Hay personas que coleccionan sellos, o llaveros, o monedas. Yo
colecciono hechos, trozos de vida. El fin es quizás el mismo, aunque
esta ocupación, para mí, es superior a las otras.

…
Mi gran ilusión sería que estas hojas que escribo sirvieran, con el
paso de los años, para reunir a mis hijos con sus familias, en este
mismo lugar, donde tantos recuerdos habrían de encontrar de sus años
de la infancia.

Y en ese encuentro, que dedicaran unos minutos a leer de este diario.
Si esta idea se cumpliera, mi pasatiempo de hoy habría servido de
mucho más de lo esperado.

El verano termina bien.


Litesofía, 27 sept. 12

El verano termina bien, que las relaciones con los que viven cerca son
delicadas. Me inclino por guardar distancias, incluso con los
familiares, que nunca se sabe por dónde puede saltar la liebre, y ya
me entiendes.

La amistad es cosa de dos, pero cada uno con su circunstancia compleja
y difícil de adivinar. Tú, en un momento determinado, te sientes bien
y actúas en consecuencia; pero no sabes cómo está la otra parte.

Supongamos que en la relación de dos personas se dan todas las
situaciones favorables para un acercamiento positivo. Aún así, se
deben de tomar precauciones y no extralimitarse.

Como digo, es difícil conocer el entorno, las circunstancias
-familiares, sociales, personales, profesionales- que nos envuelven y
muchas veces nos determinan a obrar de la manera más insospechada.

Digamos, en definitiva, que es un triunfo terminar bien el verano con
quienes nos hemos relacionado. La vida social se convierte, pues, en
diplomacia social, en política social.

Y llamo diplomacia social a saber vivir con la gente a la distancia
justa –sin sobrepasarse-, y a decir aquello que no se pueda
interpretar nunca con doblez.

Difícil es ser buen amigo, prudente amigo de todos. Es el arte de la
política social, que no la hipocresía, el disimulo o la mentira.
Simplemente la bondad, la sinceridad y la prudencia extremas en las
palabras.

Los curas son necesarios en los pueblos.


Litesofía –entre literatura y… -, 29 sept.12
Fragmento

Los curas son necesarios en los pueblos: Son confesores y consejeros.
Mujeres que preguntan y hombres que piden luz a sus problemas. Luego
estas personas seguirán o no sus consejos, pero lo más importante es,
quizás, que han hecho de recipiente para descargar en ellos sus
preocupaciones.

¡Cuántos chismes, por decirlo de algún modo, tendrán que escuchar
estas probas personas! Me imagino que, como los médicos, tendrán sus
clientes asiduos con el tema de los hijos, los celos, las drogas o las
peleas derivadas del alcohol. ¡Pobres curas! ¿Será posible que puedan
soportar tal cúmulo de miserias sin hundirse?

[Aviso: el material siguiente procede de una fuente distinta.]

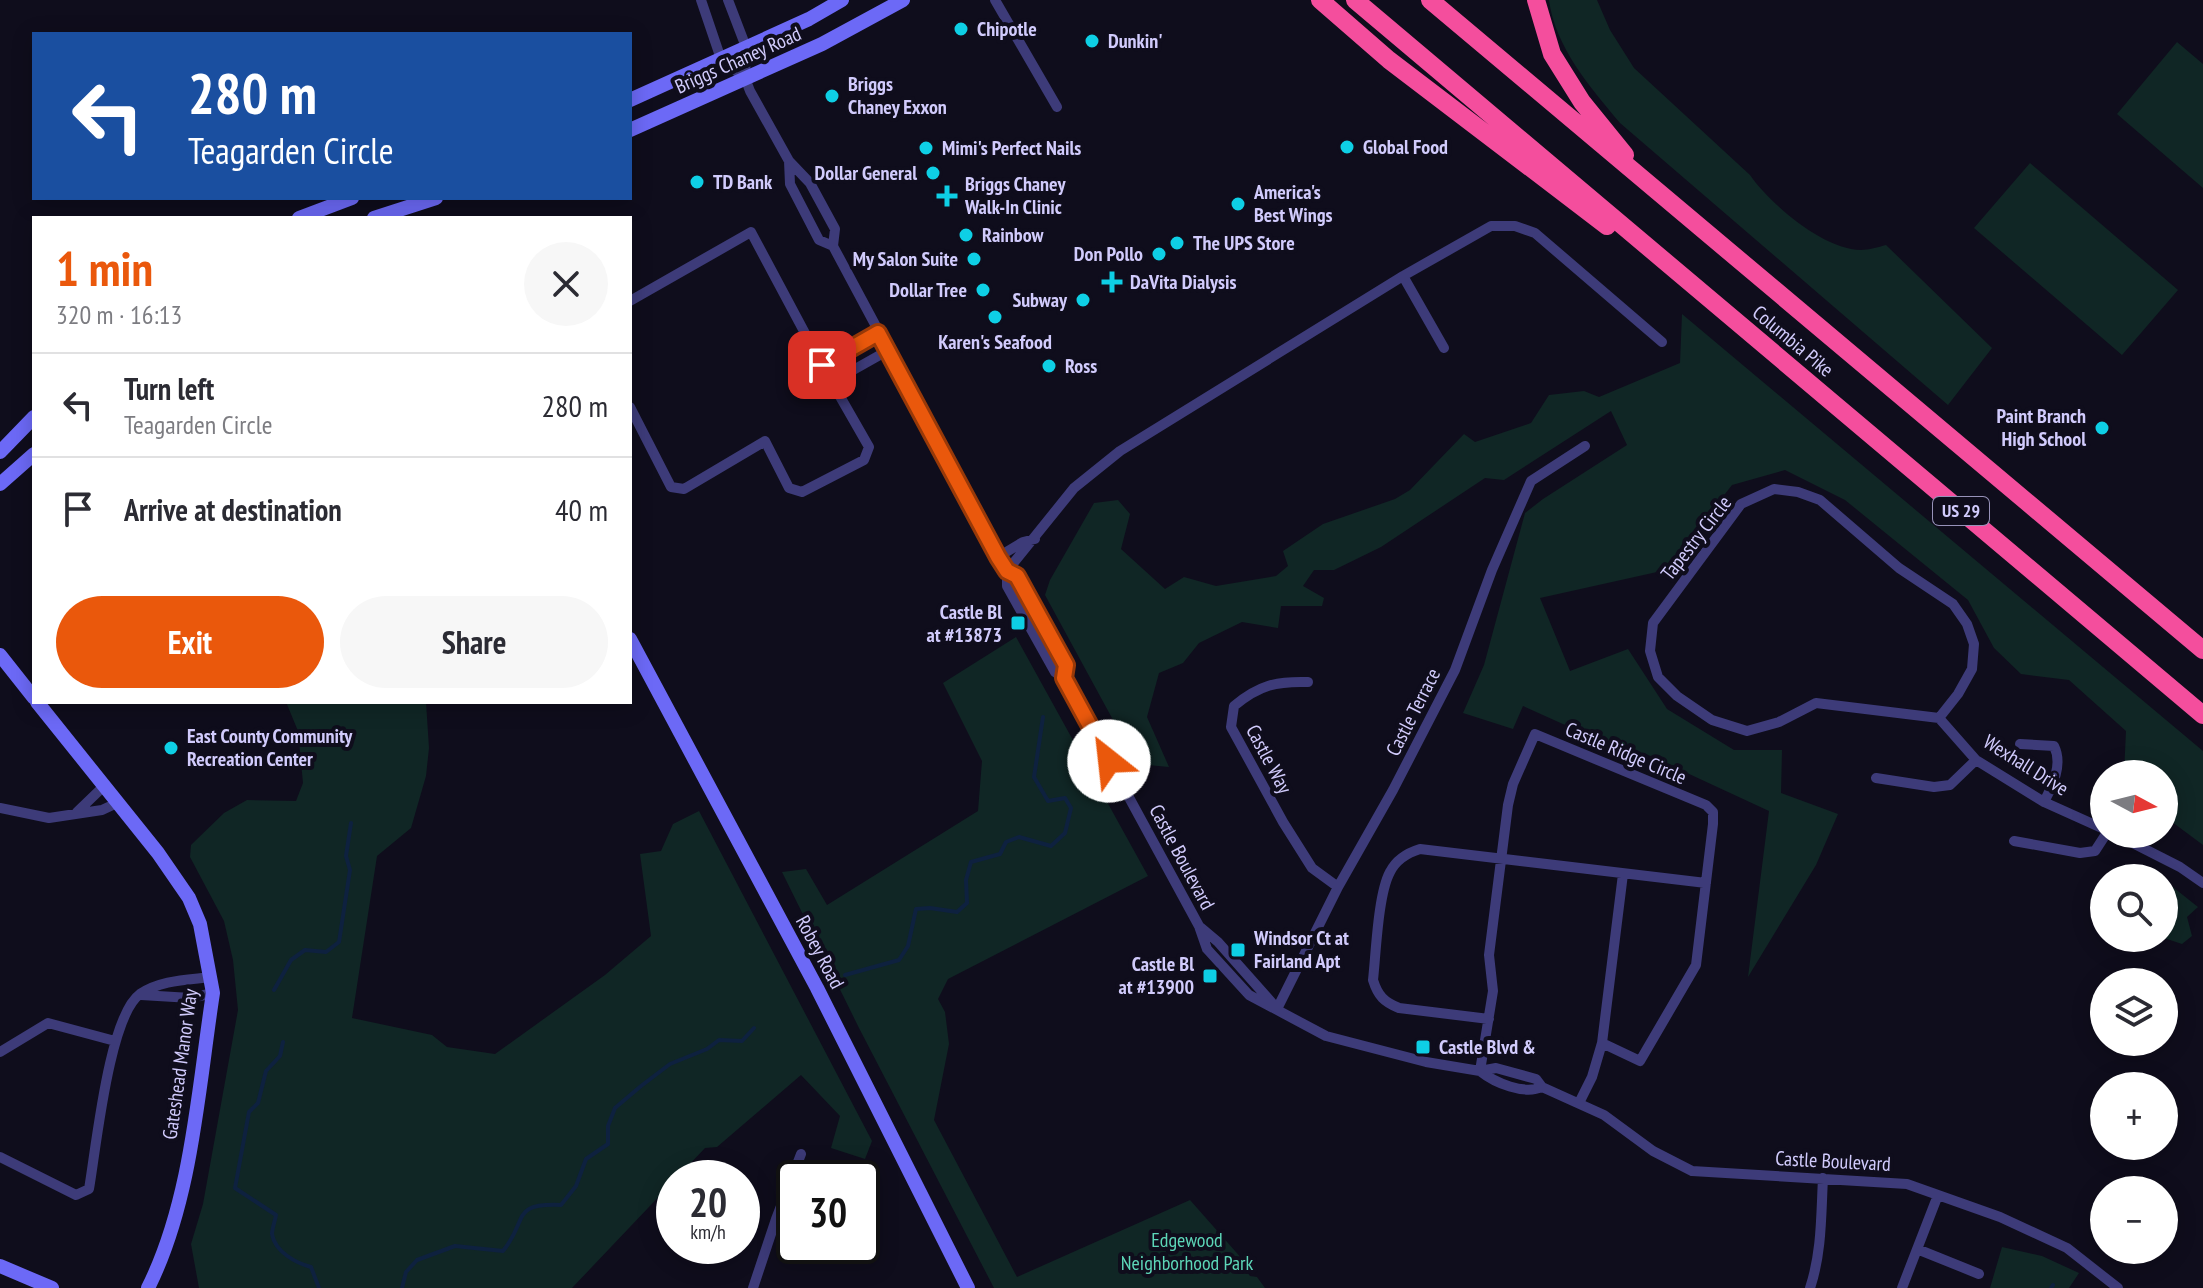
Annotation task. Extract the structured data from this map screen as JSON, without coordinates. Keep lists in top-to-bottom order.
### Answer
{
  "streets": {
    "highway": ["Columbia Pike", "US 29"],
    "street": [
      "Briggs Chaney Road",
      "Tapestry Circle",
      "Castle Terrace",
      "Castle Ridge Circle",
      "Castle Way",
      "Wexhall Drive",
      "Castle Boulevard",
      "Robey Road",
      "Gateshead Manor Way"
    ]
  },
  "crossings": [
    ["Briggs Chaney Road", "Castle Boulevard"],
    ["Tapestry Circle", "Wexhall Drive"],
    ["Castle Terrace", "Castle Way"],
    ["Castle Terrace", "Castle Boulevard"],
    ["Castle Ridge Circle", "Castle Boulevard"]
  ],
  "parks": ["Edgewood Neighborhood Park"],
  "places": {
    "other": [
      "Chipotle",
      "Dunkin'",
      "Briggs Chaney Exxon",
      "Global Food",
      "Mimi's Perfect Nails",
      "Dollar General",
      "TD Bank",
      "America's Best Wings",
      "Rainbow",
      "The UPS Store",
      "Don Pollo",
      "My Salon Suite",
      "Dollar Tree",
      "Subway",
      "Karen's Seafood",
      "Ross",
      "Paint Branch High School",
      "East County Community Recreation Center"
    ],
    "health": ["Briggs Chaney Walk-In Clinic", "DaVita Dialysis"],
    "transit": [
      "Castle Bl at #13873",
      "Windsor Ct at Fairland Apt",
      "Castle Bl at #13900",
      "Castle Blvd &"
    ]
  },
  "north": "right",
  "page": {
    "turn": ["280 m", "Teagarden Circle"],
    "heading": ["1 min", "320 m · 16:13"],
    "list": [
      {
        "name": "Turn left",
        "note": "Teagarden Circle",
        "value": "280 m"
      },
      {
        "name": "Arrive at destination",
        "value": "40 m"
      }
    ],
    "buttons": ["Exit", "Share"],
    "map_buttons": ["+", "−"],
    "speed": "20 km/h",
    "limit": "30"
  }
}
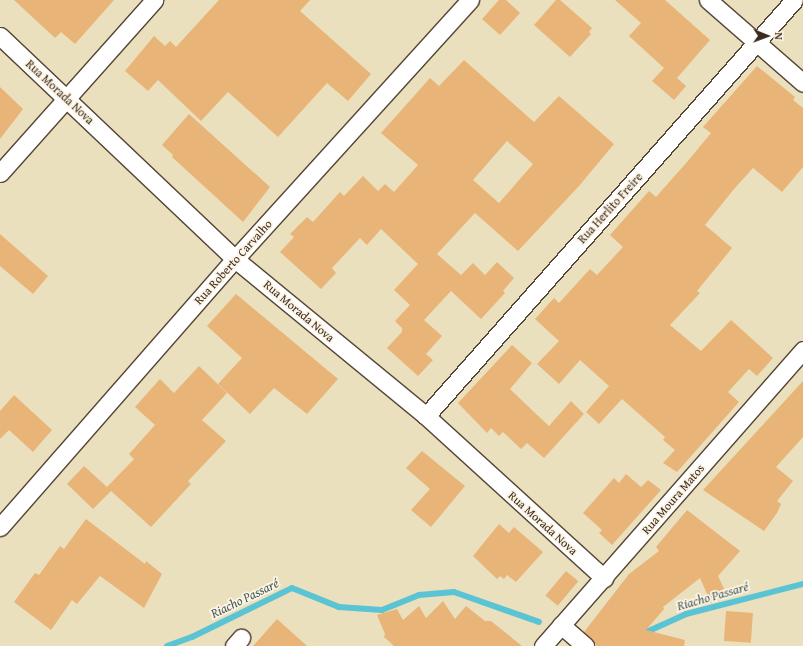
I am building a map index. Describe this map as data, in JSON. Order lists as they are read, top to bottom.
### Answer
{
  "streets": {
    "street": [
      "Rua Morada Nova",
      "Rua Herlito Freire",
      "Rua Roberto Carvalho",
      "Rua Moura Matos"
    ]
  },
  "crossings": [
    ["Rua Morada Nova", "Rua Herlito Freire"],
    ["Rua Morada Nova", "Rua Roberto Carvalho"],
    ["Rua Morada Nova", "Rua Moura Matos"]
  ],
  "water": ["Riacho Passaré"],
  "north": "right"
}
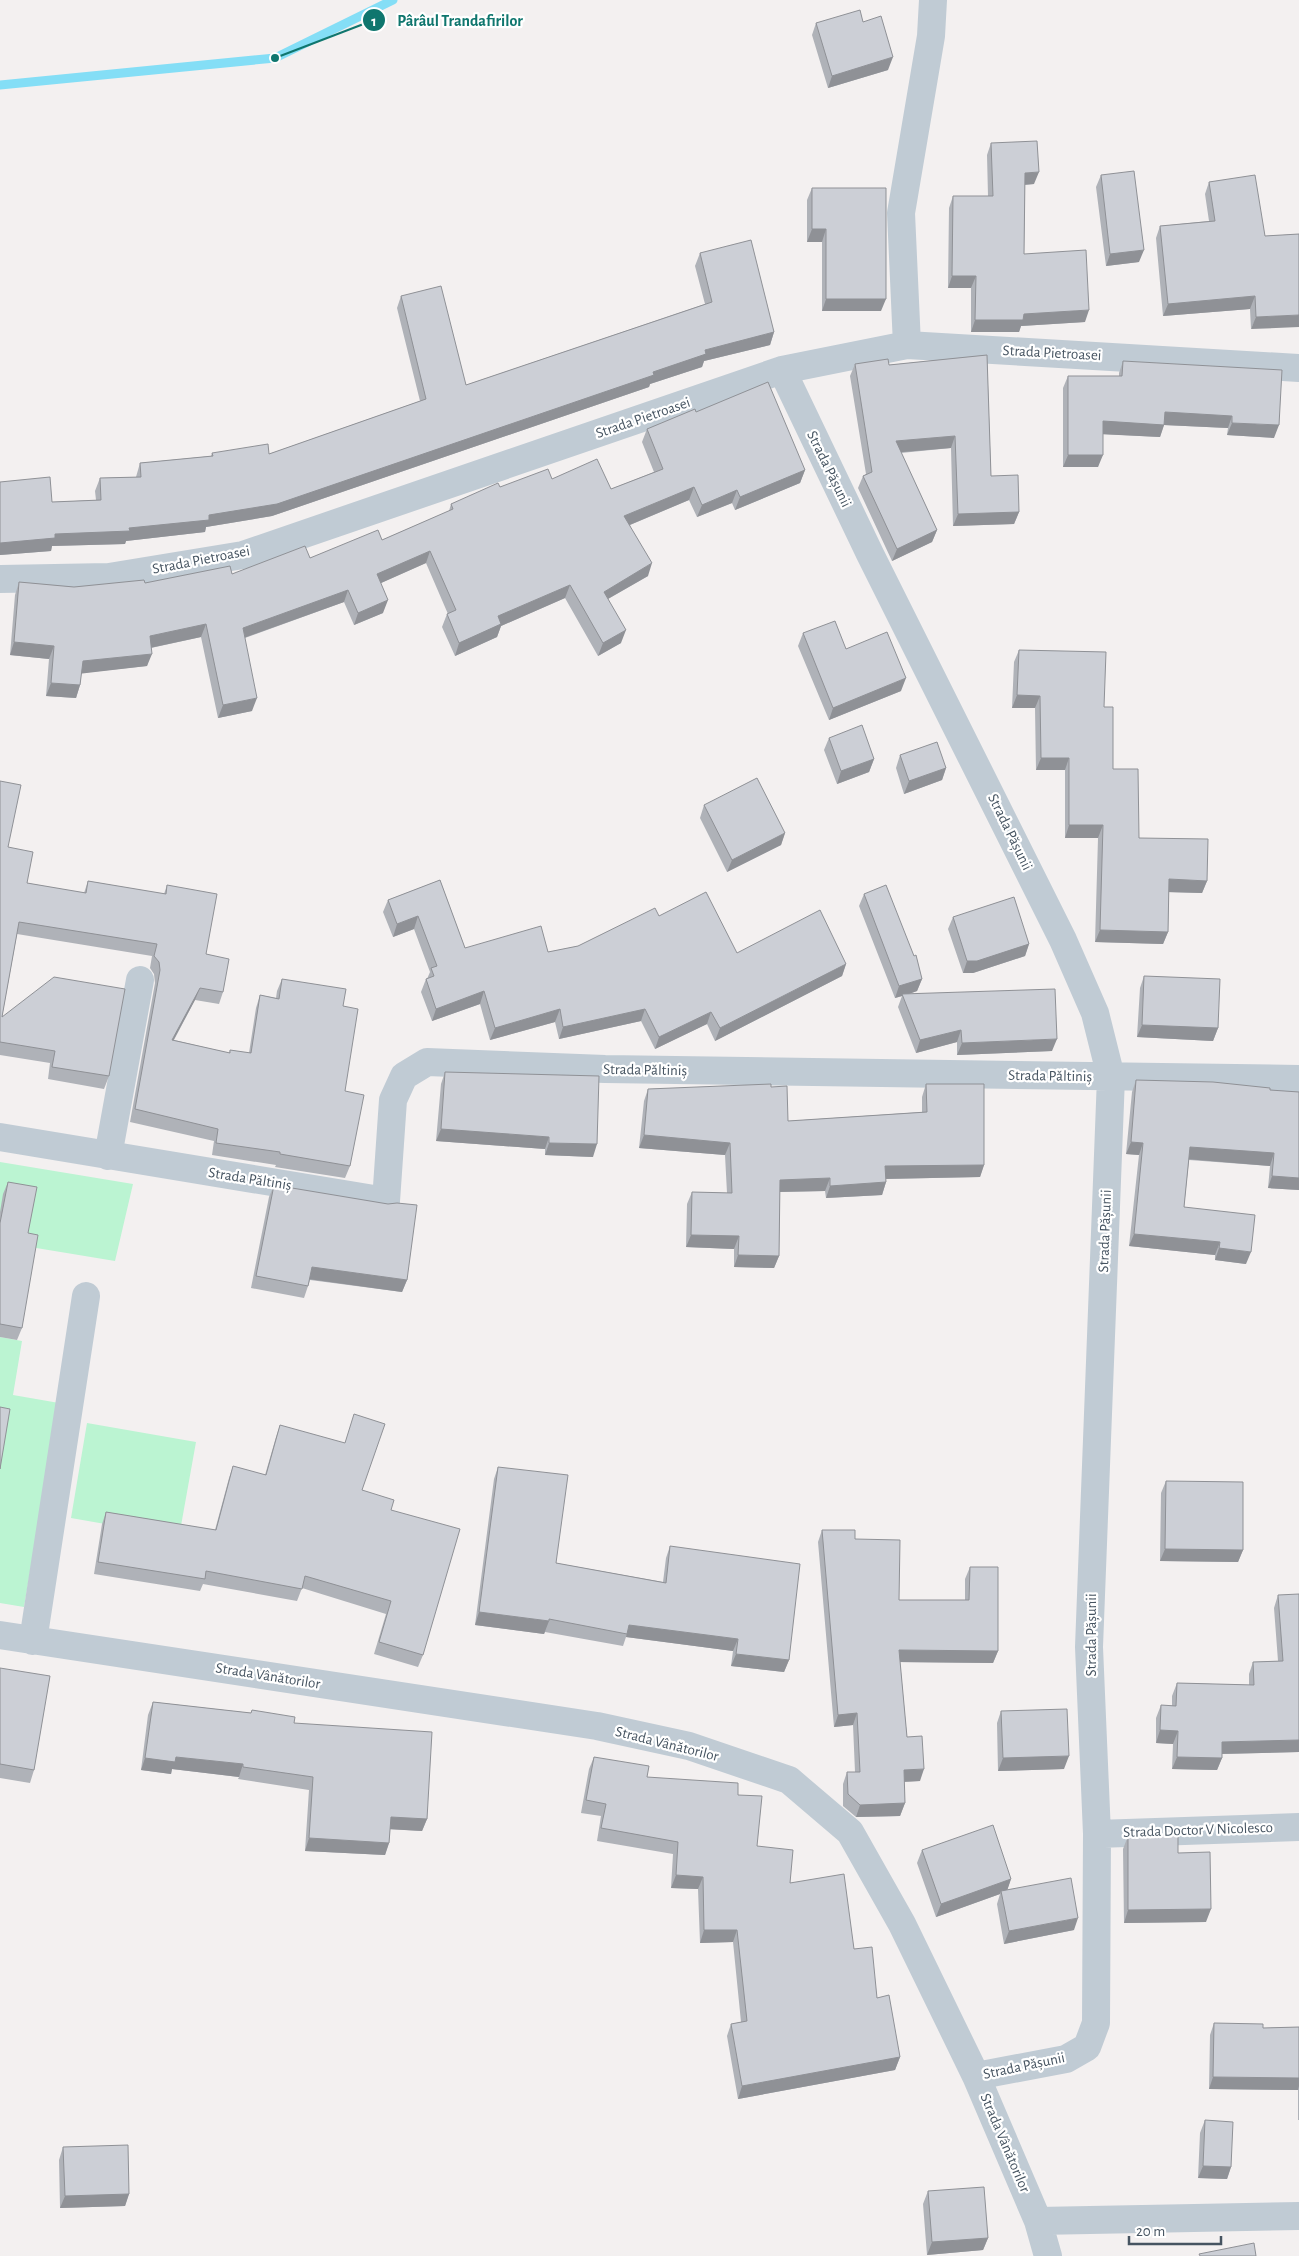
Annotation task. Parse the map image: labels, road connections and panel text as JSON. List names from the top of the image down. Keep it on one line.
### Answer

El cura debe ser inteligente. Si no lo fuera no podría comprender a
sus hermanos; debe ser extraordinariamente conocedor del alma humana:
ser psicólogo nato. Si carece de esta facultad, se limitará a decir
Misa y asperjar a los muertos con el hisopo. Y esto para mí es ser un
cura de tercera división.

Que los padres no saben su papel...


Litesofía, 9 oct. 12
Fragmento
…Que los padres no saben su papel, es un hecho cierto. Con la
democracia creyeron que la Escuela era poco menos que suya. Y no
cayeron en la cuenta de que la enseñanza que se imparte dentro,
corresponde al Profesor. Pensaron que sus hijos, con las nuevas
formas, iban a destacar, sin excepción, en sus estudios.

El Maestro no puede ser especialista de todo. Antes sí, porque se
exigía menos; pero ahora, con idiomas, matemáticas, lengua, música,
tecnología, atención a niños de cuatro años y dos meses, a niños que
aprenden rápido, a niños que no van a aprender jamás…, no hay manera.

Yo no sé hasta qué punto será bueno que la escuela deje de ser la
escuela que ha habido siempre: Maestro y niños. Maestro que enseña y
niños que aprenden y se relacionan con otros niños. No parece ya
escuela. Parece un Instituto con tantos profesores y tantas aulas.

Al niño hay que dar lo que corresponde a sus pocos años. Hay que
volver a la escuela con calor de escuela, donde el maestro es sólo
maestro y el niño sólo niño de escuela. Luego vendrán otras exigencias
y otras obligaciones.

La escuela hoy no es la escuela que nos gusta. Debía de volver atrás y
ser otra vez un lugar ameno, con amor y pura simplicidad.